On September 10, Boston City Councilor David Scondras wrote a letter to the city’s group-health-insurance director. “We have a non-discrimination policy in this city which includes people who are gay and lesbian,” wrote the city’s first openly gay city councilor. “Given this reality, I would like my partner and legal companion, Robert Krebs, to be given coverage as he is in my immediate family and my spouse.” Three weeks later, the official in question gave his reply. Blue Cross-Blue Shield, he wrote, “stipulates that in order to be eligible for family coverage” an employee must be married.
In the days between Scondras’s original letter and the city’s response, a political storm of sorts broke out. Although the councilor describes his letter as “a private inquiry to explore reaction,” the contents were leaked to the Boston Herald and picked up by the rest of the news media. At that point, Scondras says he “hit the roof.” So did Boston City Council President Joseph Tierney. In June, Tierney had voted for the city’s human-rights ordinance (which covers discrimination based on sexual preference), but he had no idea the legislation might apply to this issue. He immediately proposed amending the ordinance to “prohibit unmarried couples of the same or opposite sex from receiving family-plan medical insurance coverage.”

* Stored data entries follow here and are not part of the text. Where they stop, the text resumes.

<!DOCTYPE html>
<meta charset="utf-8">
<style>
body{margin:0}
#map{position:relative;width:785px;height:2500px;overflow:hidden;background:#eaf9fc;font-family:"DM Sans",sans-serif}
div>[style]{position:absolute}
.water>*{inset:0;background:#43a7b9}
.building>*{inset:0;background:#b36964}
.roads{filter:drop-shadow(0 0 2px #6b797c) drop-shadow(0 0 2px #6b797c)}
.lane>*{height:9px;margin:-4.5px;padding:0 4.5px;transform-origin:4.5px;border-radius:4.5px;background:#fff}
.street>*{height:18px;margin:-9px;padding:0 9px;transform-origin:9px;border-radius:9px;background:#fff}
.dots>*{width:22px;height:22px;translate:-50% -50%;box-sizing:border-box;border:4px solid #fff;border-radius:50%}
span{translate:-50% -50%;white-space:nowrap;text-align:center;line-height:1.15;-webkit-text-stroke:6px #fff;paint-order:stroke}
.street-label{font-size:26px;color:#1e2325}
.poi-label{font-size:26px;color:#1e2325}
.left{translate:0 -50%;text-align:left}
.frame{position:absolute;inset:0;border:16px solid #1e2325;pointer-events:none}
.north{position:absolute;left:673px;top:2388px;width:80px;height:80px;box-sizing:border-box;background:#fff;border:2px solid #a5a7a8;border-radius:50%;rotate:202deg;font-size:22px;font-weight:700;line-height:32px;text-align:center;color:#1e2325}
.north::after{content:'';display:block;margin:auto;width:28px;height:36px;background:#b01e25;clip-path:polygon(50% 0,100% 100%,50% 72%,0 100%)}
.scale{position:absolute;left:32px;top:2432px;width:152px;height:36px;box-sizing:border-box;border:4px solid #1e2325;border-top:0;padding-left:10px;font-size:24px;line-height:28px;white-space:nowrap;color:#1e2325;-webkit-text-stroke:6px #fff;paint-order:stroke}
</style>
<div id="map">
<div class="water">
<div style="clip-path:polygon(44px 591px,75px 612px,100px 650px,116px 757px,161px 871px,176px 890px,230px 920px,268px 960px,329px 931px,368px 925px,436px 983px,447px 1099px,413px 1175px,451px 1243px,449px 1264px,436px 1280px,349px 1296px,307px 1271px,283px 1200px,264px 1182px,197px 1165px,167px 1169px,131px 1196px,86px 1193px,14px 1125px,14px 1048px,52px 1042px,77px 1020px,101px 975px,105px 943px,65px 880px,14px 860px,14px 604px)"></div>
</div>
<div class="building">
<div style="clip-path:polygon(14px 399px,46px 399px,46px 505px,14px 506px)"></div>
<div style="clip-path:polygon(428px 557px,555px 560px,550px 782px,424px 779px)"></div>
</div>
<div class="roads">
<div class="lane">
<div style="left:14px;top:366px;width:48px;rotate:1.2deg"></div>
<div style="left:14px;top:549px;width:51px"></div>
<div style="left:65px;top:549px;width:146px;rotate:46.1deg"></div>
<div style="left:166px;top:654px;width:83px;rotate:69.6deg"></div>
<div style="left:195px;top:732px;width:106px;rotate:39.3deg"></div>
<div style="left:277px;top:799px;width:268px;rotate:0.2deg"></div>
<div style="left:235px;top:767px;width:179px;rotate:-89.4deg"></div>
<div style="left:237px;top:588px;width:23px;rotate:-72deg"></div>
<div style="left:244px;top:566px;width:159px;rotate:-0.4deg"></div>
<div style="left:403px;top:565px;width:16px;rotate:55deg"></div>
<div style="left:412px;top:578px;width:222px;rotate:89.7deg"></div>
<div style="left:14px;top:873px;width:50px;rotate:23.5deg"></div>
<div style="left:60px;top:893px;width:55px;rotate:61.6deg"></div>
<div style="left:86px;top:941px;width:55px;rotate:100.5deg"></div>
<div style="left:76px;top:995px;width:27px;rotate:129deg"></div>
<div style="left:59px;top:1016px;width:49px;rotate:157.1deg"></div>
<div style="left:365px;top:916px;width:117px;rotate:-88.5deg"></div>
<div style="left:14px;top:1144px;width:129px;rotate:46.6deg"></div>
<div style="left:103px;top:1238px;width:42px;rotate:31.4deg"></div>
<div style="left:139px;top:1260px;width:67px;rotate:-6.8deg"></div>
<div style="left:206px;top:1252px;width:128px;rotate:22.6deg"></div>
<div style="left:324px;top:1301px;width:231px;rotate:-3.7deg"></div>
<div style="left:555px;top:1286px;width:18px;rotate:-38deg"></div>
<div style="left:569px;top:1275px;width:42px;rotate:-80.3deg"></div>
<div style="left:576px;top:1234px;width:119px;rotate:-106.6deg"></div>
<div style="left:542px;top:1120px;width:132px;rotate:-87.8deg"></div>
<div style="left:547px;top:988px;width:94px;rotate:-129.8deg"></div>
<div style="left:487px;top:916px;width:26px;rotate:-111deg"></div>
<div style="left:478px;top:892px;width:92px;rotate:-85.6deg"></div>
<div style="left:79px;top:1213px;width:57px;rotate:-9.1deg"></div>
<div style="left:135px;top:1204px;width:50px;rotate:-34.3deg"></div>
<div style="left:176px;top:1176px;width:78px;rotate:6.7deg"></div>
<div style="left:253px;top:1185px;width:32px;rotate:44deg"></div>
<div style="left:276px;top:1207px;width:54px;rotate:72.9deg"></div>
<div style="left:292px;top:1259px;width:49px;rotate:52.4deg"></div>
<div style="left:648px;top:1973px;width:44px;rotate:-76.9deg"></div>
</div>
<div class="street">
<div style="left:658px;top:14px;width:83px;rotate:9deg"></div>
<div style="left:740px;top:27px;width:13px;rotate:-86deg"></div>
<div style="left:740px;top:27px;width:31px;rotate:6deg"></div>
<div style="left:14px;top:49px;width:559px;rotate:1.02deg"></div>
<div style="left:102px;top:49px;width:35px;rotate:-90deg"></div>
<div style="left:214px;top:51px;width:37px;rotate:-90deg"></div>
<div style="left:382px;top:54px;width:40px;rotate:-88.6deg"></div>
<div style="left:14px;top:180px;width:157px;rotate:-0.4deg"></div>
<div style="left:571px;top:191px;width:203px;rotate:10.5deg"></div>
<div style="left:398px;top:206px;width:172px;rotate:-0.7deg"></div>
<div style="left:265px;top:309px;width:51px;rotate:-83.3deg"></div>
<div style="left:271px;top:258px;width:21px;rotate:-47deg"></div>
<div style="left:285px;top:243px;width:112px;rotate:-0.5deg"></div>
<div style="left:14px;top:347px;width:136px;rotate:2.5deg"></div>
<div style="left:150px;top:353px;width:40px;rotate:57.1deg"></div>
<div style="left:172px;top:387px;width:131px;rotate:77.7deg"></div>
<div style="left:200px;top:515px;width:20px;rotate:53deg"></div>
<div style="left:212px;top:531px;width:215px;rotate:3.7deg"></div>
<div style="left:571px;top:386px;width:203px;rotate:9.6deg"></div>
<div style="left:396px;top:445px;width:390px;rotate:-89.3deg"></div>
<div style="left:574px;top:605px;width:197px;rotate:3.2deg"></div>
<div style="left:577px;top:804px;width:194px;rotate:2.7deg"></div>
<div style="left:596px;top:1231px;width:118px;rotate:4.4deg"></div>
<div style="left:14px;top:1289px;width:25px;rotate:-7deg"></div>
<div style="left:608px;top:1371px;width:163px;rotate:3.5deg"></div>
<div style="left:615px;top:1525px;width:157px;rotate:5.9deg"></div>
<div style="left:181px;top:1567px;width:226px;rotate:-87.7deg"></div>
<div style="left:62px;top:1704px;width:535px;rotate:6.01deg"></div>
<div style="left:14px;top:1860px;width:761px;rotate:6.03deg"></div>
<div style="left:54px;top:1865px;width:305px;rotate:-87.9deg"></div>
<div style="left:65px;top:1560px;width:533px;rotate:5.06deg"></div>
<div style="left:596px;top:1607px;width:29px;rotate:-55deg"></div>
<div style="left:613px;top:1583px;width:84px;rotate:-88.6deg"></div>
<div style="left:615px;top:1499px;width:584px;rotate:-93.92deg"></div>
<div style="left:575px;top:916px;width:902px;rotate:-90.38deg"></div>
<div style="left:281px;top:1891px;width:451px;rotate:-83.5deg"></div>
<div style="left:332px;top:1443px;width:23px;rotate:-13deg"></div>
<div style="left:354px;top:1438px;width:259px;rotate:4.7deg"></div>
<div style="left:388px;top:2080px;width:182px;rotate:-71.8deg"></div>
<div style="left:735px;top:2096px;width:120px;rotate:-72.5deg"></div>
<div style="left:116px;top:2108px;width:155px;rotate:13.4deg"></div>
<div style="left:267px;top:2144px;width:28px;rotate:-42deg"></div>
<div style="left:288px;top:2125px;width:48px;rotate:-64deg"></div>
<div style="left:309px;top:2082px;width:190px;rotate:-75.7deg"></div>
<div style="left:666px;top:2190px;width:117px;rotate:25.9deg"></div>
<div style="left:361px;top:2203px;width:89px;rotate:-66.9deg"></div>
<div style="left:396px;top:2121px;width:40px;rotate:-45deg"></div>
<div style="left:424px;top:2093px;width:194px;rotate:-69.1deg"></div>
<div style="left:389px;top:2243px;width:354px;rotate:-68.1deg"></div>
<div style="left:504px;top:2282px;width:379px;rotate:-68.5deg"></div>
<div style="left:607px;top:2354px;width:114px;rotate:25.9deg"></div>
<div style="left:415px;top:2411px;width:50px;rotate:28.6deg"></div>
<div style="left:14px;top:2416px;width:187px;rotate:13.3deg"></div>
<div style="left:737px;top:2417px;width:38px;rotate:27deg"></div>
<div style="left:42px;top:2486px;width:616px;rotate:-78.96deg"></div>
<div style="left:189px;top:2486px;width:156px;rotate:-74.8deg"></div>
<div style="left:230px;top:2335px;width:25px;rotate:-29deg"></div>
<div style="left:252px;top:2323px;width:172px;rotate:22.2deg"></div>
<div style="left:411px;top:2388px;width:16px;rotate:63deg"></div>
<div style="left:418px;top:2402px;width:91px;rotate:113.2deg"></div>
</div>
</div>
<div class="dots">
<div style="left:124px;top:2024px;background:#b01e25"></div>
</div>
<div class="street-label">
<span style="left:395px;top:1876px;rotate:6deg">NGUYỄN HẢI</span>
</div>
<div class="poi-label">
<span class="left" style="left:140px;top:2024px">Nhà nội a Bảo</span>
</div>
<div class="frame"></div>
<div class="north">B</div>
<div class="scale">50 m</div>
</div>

This was the first time extending insurance coverage to unmarried heterosexual and gay couples had become a subject of debate in Boston. But the issue itself is nothing new. In November of 1982, the San Francisco Board of Supervisors voted eight to three to mandate that “domestic partners” of city employees be treated the same as spouses of married workers regarding bereavement leave and health insurance. (The proposal was subsequently vetoed by Mayor Dianne Feinstein.) This summer, the Berkley, California, Unified School District enacted a similar proposal to cover the 1900 employees in its system; the Berkley City Council followed suit, approving domestic partner coverage “in principle,” but setting a 1986 target date for implementation. The Village Voice, a New York City weekly, has offered domestic partners of heterosexual and gay employees the same benefits of married employees since 1982. Boston’s South End Press, the leftist publishing collective, and Gay Community News, a weekly newspaper, have similar policies. And some local unions are beginning to make the issue a subject of collective-bargaining demands.
The 1980 census lists some 1,763,980 unmarried cohabiting heterosexual couples in the US. Because the Census Bureau does not ask questions about sexual preference, no one knows how many gay couples live together, but the numbers are probably as large, if not larger. As these alternative domestic arrangements have become more common, more accepted—and often long-term—such couples have begun to question the fairness of allocating benefits based on the traditional unit of husband and wife.
Gay activists claim it is an issue of discrimination—no state, after all, permits homosexual marriage. And this was the rationale motivating Scondras when he suggested to the city’s insurance director that the Human Rights Ordinance gave him the same benefit rights as a married person. Scondras notes that the city of Boston pays $1151 towards health insurance for unmarried employees, but $2759 for those under the family plan. “Why should the person who works next to me, doing the same job and getting the same salary, receive $1600 more in benefits than I do?” he asks.